In one of her Moving Traditions groups, 12-year-old Haley Adelman cut out pictures of girls from magazines.
The purpose of this exercise, like much of the Moving Traditions curriculum, is to provoke questions and discussions about gender and identity from preteens and teenagers.
“We learned that girls can be whatever they want to be, and they can look whatever and however they want,” Haley said.
Moving Traditions is a national organization based in Jenkintown that provides programming for students sixth through 12th grade. Moving Traditions partners with other organizations throughout the country, such as synagogues, and trains their educators to teach its curriculum.
The groups provide a space for teens to talk and ask questions about identity and gender — all within a Jewish context. Much of the curriculum, for example, covers heroines from the Torah. The purpose of the organization is to adapt and “move” the tradition to make it more meaningful for the students.
“We were thinking about how do we continue to help change and move the tradition so that Jewish life and Judaism remain moving and central to the lives of Jews today and into the future,” Moving Traditions CEO Deborah Meyer said.
Moving Traditions breaks the teens up into groups of nine to 11. The boys are in groups called Shevet Achim, while the girls are in groups called Rosh Hodesh. Recently, Moving Traditions also launched a new online program for transgender or gender-nonconforming teens. About 350 students in the Philadelphia area are enrolled in Moving Traditions groups, meeting once a month.

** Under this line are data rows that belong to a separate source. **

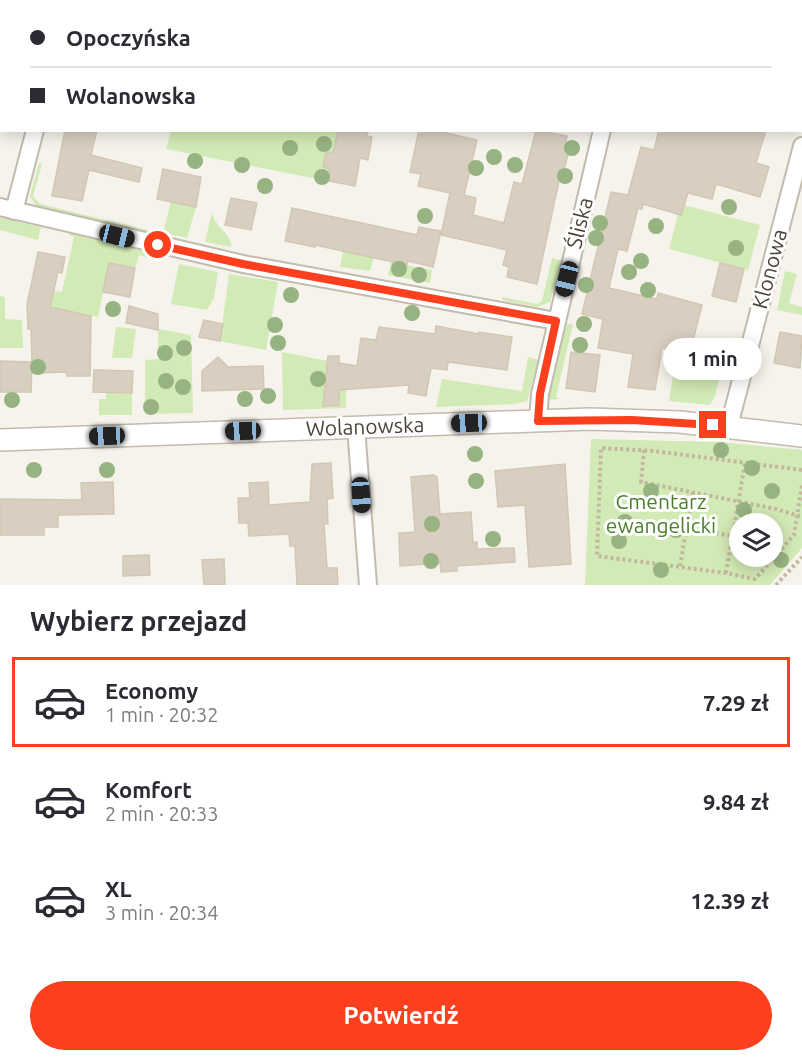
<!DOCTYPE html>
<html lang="pl">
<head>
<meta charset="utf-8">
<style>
	:root { --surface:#fff; --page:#f7f7f7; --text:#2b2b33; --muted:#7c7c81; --line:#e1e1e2; --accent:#fc3f1d }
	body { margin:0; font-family:Ubuntu,sans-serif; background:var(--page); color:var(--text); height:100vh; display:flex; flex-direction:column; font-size:22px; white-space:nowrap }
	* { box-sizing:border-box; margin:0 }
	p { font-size:20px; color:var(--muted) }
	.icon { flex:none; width:33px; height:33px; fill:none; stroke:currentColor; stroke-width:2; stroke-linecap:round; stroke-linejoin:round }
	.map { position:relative; height:585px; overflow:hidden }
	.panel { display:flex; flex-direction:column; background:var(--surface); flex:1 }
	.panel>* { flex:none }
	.top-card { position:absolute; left:0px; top:0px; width:802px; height:132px; box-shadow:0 3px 15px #0003; display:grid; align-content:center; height:132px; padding:0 30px; background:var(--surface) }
	.controls { position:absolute; left:729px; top:513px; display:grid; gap:12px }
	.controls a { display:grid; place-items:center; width:54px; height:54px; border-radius:50%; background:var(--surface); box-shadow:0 3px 15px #0003; font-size:30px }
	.end { position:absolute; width:27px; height:27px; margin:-14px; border:8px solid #fc3f1d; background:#fff; box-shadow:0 0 0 3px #fff }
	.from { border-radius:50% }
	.bubble { position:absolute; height:42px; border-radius:21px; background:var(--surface); box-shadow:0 3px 15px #0003; font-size:20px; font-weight:700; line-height:42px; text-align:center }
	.car { position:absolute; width:18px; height:36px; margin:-18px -9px; border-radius:8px; box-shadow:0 0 4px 2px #0007; background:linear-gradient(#222 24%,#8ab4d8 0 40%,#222 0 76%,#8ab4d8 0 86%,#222 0) }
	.top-card b { display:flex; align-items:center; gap:21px; height:57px; font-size:22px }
	.top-card b+b { border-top:2px solid var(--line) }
	.top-card i { width:15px; height:15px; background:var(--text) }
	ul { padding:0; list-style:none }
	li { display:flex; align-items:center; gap:18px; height:90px; margin:0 12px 9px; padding:0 18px; border:3px solid transparent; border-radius:0px }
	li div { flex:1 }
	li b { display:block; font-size:22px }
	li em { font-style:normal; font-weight:700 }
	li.selected { border-color:var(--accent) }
	li>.icon { width:54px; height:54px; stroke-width:1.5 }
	h2 { padding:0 30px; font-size:27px; line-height:72px }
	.action { display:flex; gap:12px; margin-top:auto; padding:12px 30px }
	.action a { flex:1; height:69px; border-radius:36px; background:var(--accent); color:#fff; font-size:24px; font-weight:700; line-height:69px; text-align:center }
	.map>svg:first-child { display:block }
	.green { fill:#d2eab5; fill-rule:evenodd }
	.building { fill:#d8cfc1; stroke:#d3c7b4; stroke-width:1.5 }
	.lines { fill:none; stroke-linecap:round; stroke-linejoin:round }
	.minor-casing { stroke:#c2bbae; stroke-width:20 }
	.tertiary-casing { stroke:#c2bbae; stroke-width:24 }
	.path { stroke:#c4b79f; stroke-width:4; stroke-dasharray:3 3; stroke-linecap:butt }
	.minor { stroke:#fff; stroke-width:16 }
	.tertiary { stroke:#fff; stroke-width:21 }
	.tree { fill:#97b381 }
	.route { stroke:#fc3f1d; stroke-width:8 }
	.labels { text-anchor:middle; stroke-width:6; stroke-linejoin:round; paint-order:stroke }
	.street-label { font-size:21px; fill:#4b4439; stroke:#fff }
	.park-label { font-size:21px; fill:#4a7f2a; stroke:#fff }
</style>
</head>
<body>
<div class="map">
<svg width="802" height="585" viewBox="0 0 802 585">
	<rect width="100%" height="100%" fill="#f6f3ec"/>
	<g class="green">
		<path d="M171,131H338L333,153L323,167L330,169L328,181L166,149Z"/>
		<path d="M39,163L42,164L33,196L40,204L151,231V234L37,207L30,196Z"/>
		<path d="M171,201L196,207L187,238L163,233Z"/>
		<path d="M684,205L760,225L748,270L669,249L678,214Z"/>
		<path d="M212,212C214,227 232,233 231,247L205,242Z"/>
		<path d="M0,217L41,227L38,240L0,230Z"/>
		<path d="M71,232L150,252L149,258L139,255L135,268L109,263L98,317L38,305L42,289L62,292L74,237L69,235Z"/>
		<path d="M343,251L374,257L370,271L340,267Z"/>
		<path d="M552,258L562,261L550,302L537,307L502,300V297L537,304L542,301Z"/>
		<path d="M391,262L432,270L430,283L388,275Z"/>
		<path d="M179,264L218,272L214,298L207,310L171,304Z"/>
		<path d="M785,271L797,274L789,303L802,307V315L777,310Z"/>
		<path d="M229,274L278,282L266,350L220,341Z"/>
		<path d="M0,296L5,297V319L22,320L23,348H0Z"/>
		<path d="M565,324H573L556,397L560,399L548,400Z"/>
		<path d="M116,327L136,329L132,358H112Z"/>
		<path d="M158,329L191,335L193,413L145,414V360L158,359Z"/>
		<path d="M677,350L724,359L715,396L710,405L669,401Z"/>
		<path d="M282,352L328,361L346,376V408L283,410Z"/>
		<path d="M528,357L538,360L527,401L515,404L436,407L442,379L522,391Z"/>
		<path d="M106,393H132V415H99V399H106Z"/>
		<path d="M591,439L719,442L802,450V548L770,585H585ZM740,524H772V556H740Z"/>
	</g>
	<g class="building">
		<path d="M65,130H97L91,155L142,168L139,182L89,170L82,201L52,196Z"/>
		<path d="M338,130H368L367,136L372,137L368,160L360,158L355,186L328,181L330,169L323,167L326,152L333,153Z"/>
		<path d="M419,130H433L477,140L464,195L476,198L473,215L504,223L514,182L522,184L536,130L567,136L564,149L569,151L562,177L560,176L537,284L507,277L509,267L503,265L507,250L441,235L450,193L418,186L421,174L410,172Z"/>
		<path d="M659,130H766L756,163L769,167L760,197L716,184L712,199L688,193L681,215L643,204L642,209L638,208L627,251L618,249L609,288L657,299L658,293L702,305L690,353L662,348L655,390L628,387L633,354L598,348L603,319L582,314L611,192L628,195L641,147L654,150Z"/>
		<path d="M163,169L201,177L196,207L157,199Z"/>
		<path d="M231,198L257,203L251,230L225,225Z"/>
		<path d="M292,208L417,235L419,227L441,231L433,267L408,261L407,265L315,245V247L285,241Z"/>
		<path d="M38,252L65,257L62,273L58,272L50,307L91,316L90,376H67L66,372L32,373V364L31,392H0V361L32,362L31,329H28L27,305Z"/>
		<path d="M109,263L135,268L130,297L103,292Z"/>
		<path d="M720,263L744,269L736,302L712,296Z"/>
		<path d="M129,306L158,314V330L126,323Z"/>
		<path d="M204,320L223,324L220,341L199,337Z"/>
		<path d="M436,326L479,334V332L512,337L507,370L448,362L447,370L431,368L426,396L408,393L409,385L339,390V405L323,406L328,356H339V363L357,366L361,338L376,340L379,327L435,334Z"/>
		<path d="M780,332L802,336L800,368L774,363Z"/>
		<path d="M571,352L600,355L595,392L566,388Z"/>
		<path d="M218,357L228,367L263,366L264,389L202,391V371Z"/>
		<path d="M94,370L133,371L132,393L93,392Z"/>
		<path d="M331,463L333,498L327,499L328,524H324L327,568H337L338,585H297L295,546H290L289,534L249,536L248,523H239L238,498H250L249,483L268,482L269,505L310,502L312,464Z"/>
		<path d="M565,464L571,564L529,567L525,505L498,507L495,471Z"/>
		<path d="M433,475L437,477L440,514L471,512L473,543L477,542V549L514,548L515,562L457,566V571L441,572L440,563L400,566L399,533L415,532L411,477Z"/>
		<path d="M113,482L114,514L58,515V527H44V535H0V499L82,500L81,483Z"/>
		<path d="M149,555L150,575L123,576V556Z"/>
		<path d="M224,559L225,585H204L202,560Z"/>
	</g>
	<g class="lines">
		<g class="minor-casing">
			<g id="minor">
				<path d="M428,0L433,2"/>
				<path d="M70,2V0"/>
				<path d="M633,2V0"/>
				<path d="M801,103H802"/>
				<path d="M0,207L243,264L556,321"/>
				<path d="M14,211L35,130"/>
				<path d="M538,421L540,394L602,130"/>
				<path d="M729,426L802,146"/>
				<path d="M356,427L368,585"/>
			</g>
		</g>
		<g class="tertiary-casing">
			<path id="tertiary" d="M0,440L590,419L680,422L802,436"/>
		</g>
		<g class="path">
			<path d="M505,0L511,2"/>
			<path d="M801,81H802"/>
			<path d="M644,450L641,482L776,509L802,517"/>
			<path d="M802,470L654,451L601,448L597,556L726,573L755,579L794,535L802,485"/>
			<path d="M686,528L740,537"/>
			<path d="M772,544L784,546"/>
			<path d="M680,566L693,492"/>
			<path d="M726,573L745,463"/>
			<path d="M776,585L802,557"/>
		</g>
		<use href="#minor" class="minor"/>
		<use href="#tertiary" class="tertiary"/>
	</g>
	<g class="tree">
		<circle cx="324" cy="144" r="8"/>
		<circle cx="290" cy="148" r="8"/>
		<circle cx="572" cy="148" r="8"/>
		<circle cx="494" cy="157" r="8"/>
		<circle cx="195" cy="161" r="8"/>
		<circle cx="242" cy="165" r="8"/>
		<circle cx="515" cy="165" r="8"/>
		<circle cx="476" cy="168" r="8"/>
		<circle cx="565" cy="176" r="8"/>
		<circle cx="322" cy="177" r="8"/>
		<circle cx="265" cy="186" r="8"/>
		<circle cx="729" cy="207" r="8"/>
		<circle cx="425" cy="216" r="8"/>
		<circle cx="600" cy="223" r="8"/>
		<circle cx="656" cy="226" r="8"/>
		<circle cx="596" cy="238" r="8"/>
		<circle cx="736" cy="248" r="8"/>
		<circle cx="641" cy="261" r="8"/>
		<circle cx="399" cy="269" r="8"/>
		<circle cx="629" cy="272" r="8"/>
		<circle cx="419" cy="275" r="8"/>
		<circle cx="586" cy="285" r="8"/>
		<circle cx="648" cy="290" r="8"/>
		<circle cx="291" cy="295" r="8"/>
		<circle cx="113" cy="309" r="8"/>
		<circle cx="412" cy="313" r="8"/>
		<circle cx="584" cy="324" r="8"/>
		<circle cx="275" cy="325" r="8"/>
		<circle cx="278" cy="343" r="8"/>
		<circle cx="580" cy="345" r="8"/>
		<circle cx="184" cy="348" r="8"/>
		<circle cx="165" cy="353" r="8"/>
		<circle cx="38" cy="367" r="8"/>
		<circle cx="318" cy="379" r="8"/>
		<circle cx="166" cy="381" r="8"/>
		<circle cx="183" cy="387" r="8"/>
		<circle cx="268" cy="396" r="8"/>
		<circle cx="245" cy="399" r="8"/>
		<circle cx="12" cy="400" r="8"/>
		<circle cx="151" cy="407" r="8"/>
		<circle cx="721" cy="450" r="8"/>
		<circle cx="475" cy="454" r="8"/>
		<circle cx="752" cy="468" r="8"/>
		<circle cx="34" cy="470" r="8"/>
		<circle cx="107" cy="470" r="8"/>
		<circle cx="476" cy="481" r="8"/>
		<circle cx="651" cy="491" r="8"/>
		<circle cx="772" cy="491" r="8"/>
		<circle cx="744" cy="510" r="8"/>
		<circle cx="625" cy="522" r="8"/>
		<circle cx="432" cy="524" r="8"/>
		<circle cx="676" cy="530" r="8"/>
		<circle cx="493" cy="539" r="8"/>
		<circle cx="619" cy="541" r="8"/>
		<circle cx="781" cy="560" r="8"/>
		<circle cx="431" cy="561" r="8"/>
		<circle cx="661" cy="570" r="8"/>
	</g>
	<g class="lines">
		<path class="route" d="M158,245L243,264L556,321L540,394L538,421L632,420L713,425"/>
	</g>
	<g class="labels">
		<g class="street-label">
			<text transform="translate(580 223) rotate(-76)" y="7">Śliska</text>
			<text transform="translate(770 269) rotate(-75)" y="7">Klonowa</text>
			<text transform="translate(365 427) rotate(-2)" y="7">Wolanowska</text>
		</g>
		<g class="park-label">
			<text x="661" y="509">Cmentarz<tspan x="661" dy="24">ewangelicki</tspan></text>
		</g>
	</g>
</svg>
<div class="controls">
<a><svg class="icon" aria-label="layers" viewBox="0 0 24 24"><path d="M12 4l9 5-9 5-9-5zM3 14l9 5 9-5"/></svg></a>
</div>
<i class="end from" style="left:158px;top:245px"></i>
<i class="end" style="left:713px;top:425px"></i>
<div class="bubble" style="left:663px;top:338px;width:99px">1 min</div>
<i class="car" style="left:117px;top:236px;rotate:104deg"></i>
<i class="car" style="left:567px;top:279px;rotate:194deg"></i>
<i class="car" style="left:469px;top:423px;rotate:268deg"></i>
<i class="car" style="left:243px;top:431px;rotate:268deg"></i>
<i class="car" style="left:107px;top:436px;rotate:268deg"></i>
<i class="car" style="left:361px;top:495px;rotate:176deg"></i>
<div class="top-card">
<b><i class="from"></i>Opoczyńska</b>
<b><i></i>Wolanowska</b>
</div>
</div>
<section class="panel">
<h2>Wybierz przejazd</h2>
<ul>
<li class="selected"><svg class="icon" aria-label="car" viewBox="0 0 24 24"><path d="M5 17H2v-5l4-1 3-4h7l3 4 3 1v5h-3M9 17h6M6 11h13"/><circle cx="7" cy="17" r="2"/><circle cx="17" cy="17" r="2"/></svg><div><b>Economy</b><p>1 min · 20:32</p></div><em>7.29 zł</em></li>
<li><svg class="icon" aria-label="car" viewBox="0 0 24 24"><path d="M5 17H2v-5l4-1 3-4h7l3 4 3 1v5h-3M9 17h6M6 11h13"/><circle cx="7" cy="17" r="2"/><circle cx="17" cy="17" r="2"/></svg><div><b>Komfort</b><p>2 min · 20:33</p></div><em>9.84 zł</em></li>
<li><svg class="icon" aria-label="car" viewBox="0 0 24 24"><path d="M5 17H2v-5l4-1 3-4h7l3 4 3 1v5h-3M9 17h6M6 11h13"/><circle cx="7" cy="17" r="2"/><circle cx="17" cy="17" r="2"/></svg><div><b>XL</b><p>3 min · 20:34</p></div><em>12.39 zł</em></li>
</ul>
<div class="action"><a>Potwierdź</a></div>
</section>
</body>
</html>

“The last several months of upsetting and emerging stories of sexual harassment and assault at work really show that power and sexuality and gender are really pervasive aspects of our lives, and if we don’t directly talk about them and explore them, they can become very problematic,” Meyer said.
Meyer founded Moving Traditions 12 years ago, but the girl’s program began in 2002. Rabbinical students at the Kolot: Center for Jewish Women’s & Gender Studies at the Reconstructionist Rabbinical College wanted to start doing girls programming. Meyer came on board to help run it.
Though Moving Traditions started at RRC, it was never intended to be a Reconstructionist program; in practice, it has worked with synagogues of all denominations.
Three years after its original founding, Rosh Hodesh broke away from RRC to become Moving Traditions.
In 2011, Meyer and her co-founder, Sally Gottesman, decided to expand Moving Traditions to include a boys program. They wanted boys to ask similar questions about gender, so they hired men to research and develop Shevet Achim.
“What does it mean to be a boy? What does it mean to be a man?” Meyer said. “The opportunity for who you can be as an adult has changed so much in the last generation. Men are not just bringing home a paycheck. … We wanted to help boys figure out what it means to be a man, and what it means to be a Jewish man.”
Meyer first started contemplating how to include trans and gender-nonconforming students about seven years ago, when a trans girl joined Moving Traditions. They spoke to a trans educator about how best to proceed.
“We worked to help that group leader and that trans girl and the girls in the Rosh Hodesh group really benefit from the experience,” Meyer said. “We wanted to work for everybody, not just that trans girl but also for the other girls in that group.”
The online element of the new program offers both technical and social benefits. Because there aren’t enough transgender teens in any one area of the country to form a group, online groups allow the teens to connect from across the country.
It also makes it easier for the teens to participate without having to come out to their families and communities.
Moving Traditions’ groups, though, also help with the other issues that teens face on a daily basis.
The biggest one, Meyer said, is stress.
“Parents and schools, especially Jewish parents in many cases, are very focused on helping their children succeed and get into good colleges,” Meyer said. “The academic pressure is being applied even more steadily and at even younger years, so that’s a big problem. At the same time, teens are under enormous social stresses with their own 24/7 connectivity.
“It’s just really hard to unplug, and your sense of whether you belong, and you’re comparing yourself to other people and their fabulous lives. It just doesn’t stop.”
Sharyn Adelman, Haley’s mom, said Moving Traditions provides a comfortable space for Haley to speak out. Because the girls don’t all go to the same school, she can also talk about problems she might have at school.
“It’s been really positive to see her connecting with the topics each month and really making connections to how it affects her life.”